BEGIN Entries shown
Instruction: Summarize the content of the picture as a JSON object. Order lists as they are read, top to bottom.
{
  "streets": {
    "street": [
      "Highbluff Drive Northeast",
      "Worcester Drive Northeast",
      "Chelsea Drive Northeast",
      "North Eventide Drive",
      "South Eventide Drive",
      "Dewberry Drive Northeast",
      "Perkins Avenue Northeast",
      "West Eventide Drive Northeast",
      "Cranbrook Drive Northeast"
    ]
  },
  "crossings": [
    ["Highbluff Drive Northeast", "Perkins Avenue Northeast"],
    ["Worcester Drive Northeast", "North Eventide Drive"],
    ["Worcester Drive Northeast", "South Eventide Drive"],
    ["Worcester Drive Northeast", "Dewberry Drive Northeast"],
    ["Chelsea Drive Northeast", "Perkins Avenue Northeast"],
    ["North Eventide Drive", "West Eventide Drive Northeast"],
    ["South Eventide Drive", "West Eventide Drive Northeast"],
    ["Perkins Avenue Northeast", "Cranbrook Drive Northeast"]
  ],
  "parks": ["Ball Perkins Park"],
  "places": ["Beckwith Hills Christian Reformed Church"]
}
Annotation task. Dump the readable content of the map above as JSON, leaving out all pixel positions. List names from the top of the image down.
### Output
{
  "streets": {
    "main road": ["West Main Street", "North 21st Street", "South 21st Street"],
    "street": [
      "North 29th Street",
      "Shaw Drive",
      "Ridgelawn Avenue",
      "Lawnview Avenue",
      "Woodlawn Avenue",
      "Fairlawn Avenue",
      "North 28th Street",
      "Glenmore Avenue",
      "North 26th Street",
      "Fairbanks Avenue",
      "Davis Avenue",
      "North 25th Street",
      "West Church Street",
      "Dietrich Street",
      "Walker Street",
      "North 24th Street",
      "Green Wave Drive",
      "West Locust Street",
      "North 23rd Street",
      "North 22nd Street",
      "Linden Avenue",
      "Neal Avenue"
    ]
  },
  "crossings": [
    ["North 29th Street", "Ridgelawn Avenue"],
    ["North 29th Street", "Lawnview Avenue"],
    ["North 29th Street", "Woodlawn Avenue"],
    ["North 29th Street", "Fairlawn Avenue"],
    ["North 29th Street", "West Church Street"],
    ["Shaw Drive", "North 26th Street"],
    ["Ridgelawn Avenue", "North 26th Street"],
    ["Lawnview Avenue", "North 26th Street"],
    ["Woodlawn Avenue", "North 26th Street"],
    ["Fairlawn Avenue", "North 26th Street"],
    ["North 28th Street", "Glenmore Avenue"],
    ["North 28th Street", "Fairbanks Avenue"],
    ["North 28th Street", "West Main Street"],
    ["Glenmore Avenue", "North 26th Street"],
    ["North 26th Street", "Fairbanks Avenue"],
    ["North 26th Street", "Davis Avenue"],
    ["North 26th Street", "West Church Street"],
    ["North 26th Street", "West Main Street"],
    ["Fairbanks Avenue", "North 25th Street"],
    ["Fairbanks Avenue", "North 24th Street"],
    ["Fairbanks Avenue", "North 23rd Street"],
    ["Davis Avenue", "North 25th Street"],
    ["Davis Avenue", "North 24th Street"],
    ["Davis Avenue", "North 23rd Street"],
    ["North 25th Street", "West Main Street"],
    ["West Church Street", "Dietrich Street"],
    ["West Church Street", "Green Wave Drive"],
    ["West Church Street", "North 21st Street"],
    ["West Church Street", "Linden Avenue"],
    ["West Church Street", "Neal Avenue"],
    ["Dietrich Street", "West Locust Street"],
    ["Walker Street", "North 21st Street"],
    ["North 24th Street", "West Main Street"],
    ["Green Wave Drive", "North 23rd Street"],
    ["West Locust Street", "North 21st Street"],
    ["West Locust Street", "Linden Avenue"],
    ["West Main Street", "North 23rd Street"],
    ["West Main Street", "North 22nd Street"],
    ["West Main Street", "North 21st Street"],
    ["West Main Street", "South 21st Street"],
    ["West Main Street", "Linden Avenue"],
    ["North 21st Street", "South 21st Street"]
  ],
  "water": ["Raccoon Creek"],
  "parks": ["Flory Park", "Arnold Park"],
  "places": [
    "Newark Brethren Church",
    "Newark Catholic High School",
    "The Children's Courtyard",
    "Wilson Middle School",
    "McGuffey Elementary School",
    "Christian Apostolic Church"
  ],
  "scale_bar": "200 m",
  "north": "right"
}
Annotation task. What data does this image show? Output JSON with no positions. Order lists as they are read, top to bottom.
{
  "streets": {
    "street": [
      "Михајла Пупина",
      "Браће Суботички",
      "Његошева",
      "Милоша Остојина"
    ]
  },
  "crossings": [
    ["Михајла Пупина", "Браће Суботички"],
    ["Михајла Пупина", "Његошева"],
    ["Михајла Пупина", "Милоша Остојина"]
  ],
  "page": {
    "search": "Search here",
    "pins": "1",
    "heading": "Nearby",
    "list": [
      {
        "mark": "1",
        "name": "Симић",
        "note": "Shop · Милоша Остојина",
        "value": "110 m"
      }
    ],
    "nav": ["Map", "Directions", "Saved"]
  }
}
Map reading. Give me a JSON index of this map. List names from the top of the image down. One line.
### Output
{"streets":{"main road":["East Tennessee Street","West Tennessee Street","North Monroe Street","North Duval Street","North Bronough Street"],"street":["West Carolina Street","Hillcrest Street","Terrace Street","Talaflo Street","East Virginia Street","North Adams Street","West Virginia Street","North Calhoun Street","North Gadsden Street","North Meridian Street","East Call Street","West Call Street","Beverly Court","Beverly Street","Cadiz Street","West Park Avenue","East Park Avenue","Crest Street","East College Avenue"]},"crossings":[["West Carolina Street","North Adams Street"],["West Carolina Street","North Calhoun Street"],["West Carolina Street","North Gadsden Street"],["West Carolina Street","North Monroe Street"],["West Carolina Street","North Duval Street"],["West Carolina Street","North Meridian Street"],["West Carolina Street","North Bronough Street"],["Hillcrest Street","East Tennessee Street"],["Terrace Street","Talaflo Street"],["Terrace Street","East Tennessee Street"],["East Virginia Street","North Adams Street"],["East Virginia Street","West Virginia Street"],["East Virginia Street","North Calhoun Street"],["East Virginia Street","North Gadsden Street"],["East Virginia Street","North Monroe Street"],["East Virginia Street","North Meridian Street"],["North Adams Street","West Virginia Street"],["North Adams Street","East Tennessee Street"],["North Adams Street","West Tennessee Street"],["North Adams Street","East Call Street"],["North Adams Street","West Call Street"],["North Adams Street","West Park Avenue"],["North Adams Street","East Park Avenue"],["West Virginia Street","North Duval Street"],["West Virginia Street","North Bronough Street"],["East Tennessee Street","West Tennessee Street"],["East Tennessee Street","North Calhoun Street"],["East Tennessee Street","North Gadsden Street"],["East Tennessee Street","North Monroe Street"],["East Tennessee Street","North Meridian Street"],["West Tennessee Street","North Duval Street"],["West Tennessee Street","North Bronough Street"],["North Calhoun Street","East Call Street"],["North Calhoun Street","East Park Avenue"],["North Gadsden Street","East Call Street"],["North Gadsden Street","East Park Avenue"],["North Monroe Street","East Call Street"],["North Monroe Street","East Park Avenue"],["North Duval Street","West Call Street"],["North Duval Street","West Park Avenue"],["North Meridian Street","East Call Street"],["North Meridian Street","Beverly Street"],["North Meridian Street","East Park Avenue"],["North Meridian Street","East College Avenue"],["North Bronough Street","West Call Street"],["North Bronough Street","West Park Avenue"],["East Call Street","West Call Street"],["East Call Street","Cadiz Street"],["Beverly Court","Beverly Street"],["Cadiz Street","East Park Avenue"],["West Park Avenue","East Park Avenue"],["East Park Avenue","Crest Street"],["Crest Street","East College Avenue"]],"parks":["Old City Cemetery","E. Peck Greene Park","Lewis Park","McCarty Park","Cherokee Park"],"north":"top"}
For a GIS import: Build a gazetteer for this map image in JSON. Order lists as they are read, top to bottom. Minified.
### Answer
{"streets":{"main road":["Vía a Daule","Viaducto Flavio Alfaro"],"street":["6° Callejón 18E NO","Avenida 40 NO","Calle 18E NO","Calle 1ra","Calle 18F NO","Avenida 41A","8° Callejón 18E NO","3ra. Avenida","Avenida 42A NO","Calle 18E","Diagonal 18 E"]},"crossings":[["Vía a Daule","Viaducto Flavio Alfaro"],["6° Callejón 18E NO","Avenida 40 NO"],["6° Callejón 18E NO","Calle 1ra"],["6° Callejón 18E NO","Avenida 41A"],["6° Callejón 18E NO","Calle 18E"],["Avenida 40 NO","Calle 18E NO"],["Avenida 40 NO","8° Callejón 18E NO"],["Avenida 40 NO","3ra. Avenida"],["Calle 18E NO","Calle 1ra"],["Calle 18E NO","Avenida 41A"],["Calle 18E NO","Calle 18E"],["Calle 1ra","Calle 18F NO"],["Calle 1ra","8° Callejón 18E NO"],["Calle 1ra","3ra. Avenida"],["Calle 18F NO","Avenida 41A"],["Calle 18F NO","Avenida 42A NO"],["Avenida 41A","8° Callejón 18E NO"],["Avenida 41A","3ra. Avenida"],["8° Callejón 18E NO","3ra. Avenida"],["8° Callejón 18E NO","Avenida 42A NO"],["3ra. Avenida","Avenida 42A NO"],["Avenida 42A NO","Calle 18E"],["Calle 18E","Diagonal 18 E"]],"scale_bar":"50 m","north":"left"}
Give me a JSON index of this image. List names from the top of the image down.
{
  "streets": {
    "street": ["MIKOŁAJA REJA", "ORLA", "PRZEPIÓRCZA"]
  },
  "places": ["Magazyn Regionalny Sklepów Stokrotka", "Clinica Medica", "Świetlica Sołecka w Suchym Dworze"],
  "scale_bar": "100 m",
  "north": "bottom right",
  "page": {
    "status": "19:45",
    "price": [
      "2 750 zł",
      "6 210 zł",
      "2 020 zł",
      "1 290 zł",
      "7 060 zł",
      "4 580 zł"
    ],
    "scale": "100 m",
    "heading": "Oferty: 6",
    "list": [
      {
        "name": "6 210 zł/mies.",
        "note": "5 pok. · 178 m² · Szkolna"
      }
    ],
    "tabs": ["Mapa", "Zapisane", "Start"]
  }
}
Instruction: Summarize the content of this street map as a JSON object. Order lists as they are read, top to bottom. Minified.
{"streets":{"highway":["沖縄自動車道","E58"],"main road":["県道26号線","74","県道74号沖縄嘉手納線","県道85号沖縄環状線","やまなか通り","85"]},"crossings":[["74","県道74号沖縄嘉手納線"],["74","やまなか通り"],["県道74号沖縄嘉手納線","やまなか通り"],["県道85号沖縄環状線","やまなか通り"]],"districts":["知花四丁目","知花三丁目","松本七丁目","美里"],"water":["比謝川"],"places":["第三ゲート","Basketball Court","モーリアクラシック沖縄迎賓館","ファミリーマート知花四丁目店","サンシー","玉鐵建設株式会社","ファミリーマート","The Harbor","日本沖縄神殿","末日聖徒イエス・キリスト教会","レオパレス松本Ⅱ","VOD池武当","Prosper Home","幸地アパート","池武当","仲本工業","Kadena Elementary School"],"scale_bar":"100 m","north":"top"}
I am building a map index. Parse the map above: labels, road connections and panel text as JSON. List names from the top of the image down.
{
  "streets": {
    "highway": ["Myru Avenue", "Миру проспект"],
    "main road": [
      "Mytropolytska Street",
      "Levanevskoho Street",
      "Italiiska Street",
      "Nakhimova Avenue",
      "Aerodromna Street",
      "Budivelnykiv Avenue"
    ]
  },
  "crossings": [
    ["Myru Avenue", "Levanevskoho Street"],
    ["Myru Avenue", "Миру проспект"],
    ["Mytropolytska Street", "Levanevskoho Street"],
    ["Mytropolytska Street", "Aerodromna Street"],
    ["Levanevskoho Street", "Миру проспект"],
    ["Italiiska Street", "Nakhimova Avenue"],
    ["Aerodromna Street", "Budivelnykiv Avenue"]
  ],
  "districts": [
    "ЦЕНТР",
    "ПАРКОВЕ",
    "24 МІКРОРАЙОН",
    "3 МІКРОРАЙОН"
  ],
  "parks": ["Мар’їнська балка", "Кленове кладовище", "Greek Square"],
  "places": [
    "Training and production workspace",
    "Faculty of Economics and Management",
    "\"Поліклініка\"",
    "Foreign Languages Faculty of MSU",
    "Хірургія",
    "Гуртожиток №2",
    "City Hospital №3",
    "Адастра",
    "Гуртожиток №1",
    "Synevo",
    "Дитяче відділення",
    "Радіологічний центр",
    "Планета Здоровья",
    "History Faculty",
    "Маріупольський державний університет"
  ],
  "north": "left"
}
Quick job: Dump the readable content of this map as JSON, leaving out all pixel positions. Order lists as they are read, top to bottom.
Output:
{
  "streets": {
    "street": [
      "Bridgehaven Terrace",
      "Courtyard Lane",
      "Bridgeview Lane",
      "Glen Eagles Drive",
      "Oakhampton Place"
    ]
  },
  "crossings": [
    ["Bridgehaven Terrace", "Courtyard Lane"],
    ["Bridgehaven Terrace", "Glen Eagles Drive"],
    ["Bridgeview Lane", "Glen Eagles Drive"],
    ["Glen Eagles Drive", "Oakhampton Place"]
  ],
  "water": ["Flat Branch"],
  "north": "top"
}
END Entries shown
▶ _What this task involves_
Each line above where the word "Eventide" occurs should be copied out.

▶ _Solution to this exercise_
      "North Eventide Drive",
      "South Eventide Drive",
      "West Eventide Drive Northeast",
    ["Worcester Drive Northeast", "North Eventide Drive"],
    ["Worcester Drive Northeast", "South Eventide Drive"],
    ["North Eventide Drive", "West Eventide Drive Northeast"],
    ["South Eventide Drive", "West Eventide Drive Northeast"],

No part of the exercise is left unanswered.